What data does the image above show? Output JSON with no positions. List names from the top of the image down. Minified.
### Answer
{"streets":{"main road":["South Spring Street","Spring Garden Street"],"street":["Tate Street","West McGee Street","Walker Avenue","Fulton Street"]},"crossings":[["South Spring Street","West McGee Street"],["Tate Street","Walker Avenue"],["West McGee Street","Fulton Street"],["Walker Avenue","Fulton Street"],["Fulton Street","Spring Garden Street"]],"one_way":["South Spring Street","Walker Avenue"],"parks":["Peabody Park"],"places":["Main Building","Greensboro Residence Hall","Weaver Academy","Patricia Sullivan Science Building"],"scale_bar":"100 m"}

==

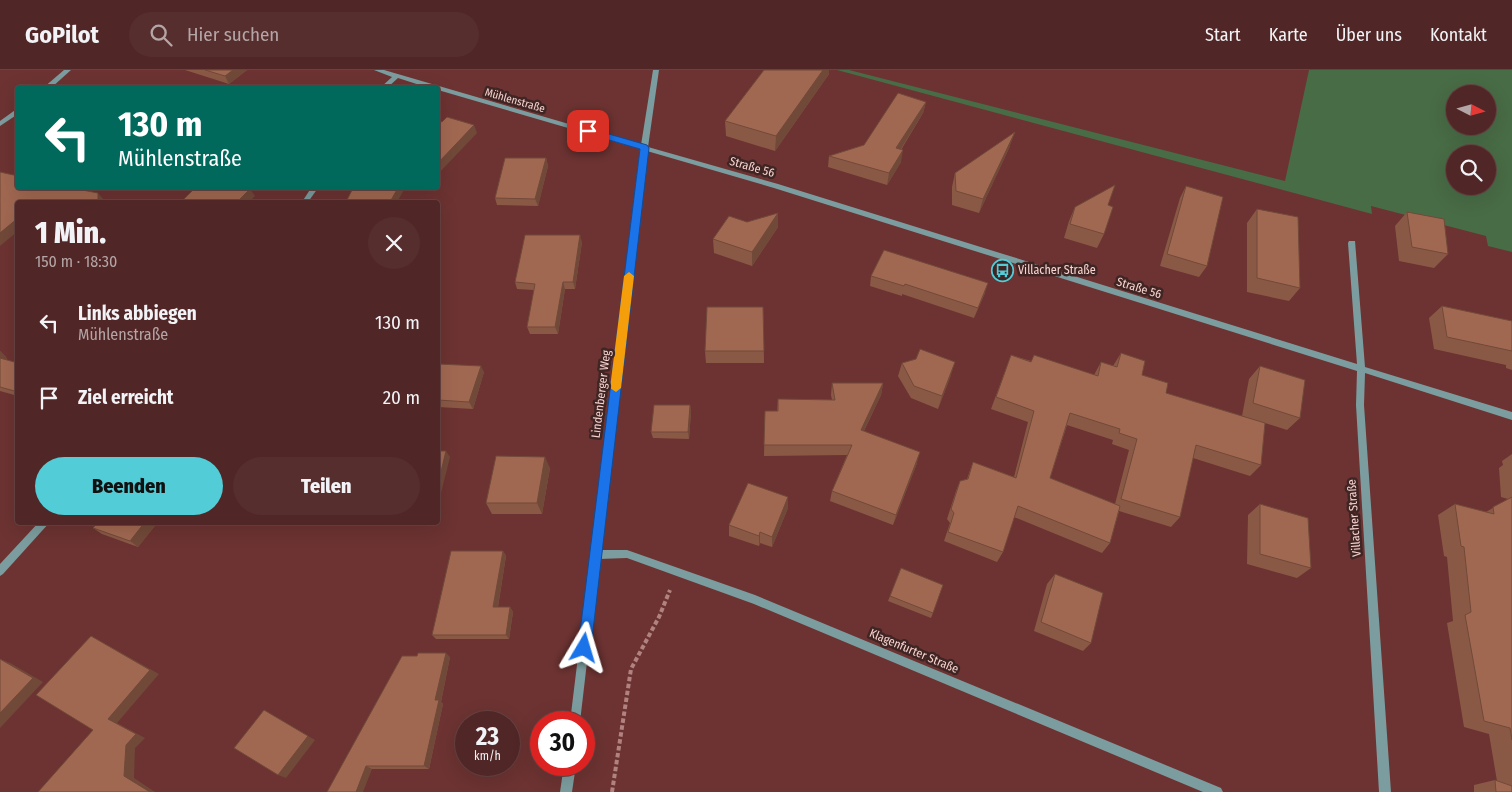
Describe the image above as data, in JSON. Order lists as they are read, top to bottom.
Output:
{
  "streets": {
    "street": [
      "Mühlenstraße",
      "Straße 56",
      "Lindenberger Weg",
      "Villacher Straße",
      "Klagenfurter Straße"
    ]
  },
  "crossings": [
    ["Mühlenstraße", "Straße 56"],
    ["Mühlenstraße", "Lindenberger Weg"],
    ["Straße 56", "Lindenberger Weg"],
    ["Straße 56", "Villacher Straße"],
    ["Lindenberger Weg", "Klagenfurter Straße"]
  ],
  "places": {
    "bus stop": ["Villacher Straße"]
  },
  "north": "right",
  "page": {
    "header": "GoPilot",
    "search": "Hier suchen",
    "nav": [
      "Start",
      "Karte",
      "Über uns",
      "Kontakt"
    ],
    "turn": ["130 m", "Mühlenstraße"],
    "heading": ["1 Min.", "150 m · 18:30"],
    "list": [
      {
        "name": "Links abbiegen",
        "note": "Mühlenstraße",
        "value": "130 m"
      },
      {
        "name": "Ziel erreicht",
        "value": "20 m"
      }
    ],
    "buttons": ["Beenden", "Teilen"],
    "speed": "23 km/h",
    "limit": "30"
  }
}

→ WHAT TO WORK ON
Some lines contain the word "data". Pull each one out of the listing.

→ EXERCISE RESPONSE
What data does the image above show? Output JSON with no positions. List names from the top of the image down. Minified.
Describe the image above as data, in JSON. Order lists as they are read, top to bottom.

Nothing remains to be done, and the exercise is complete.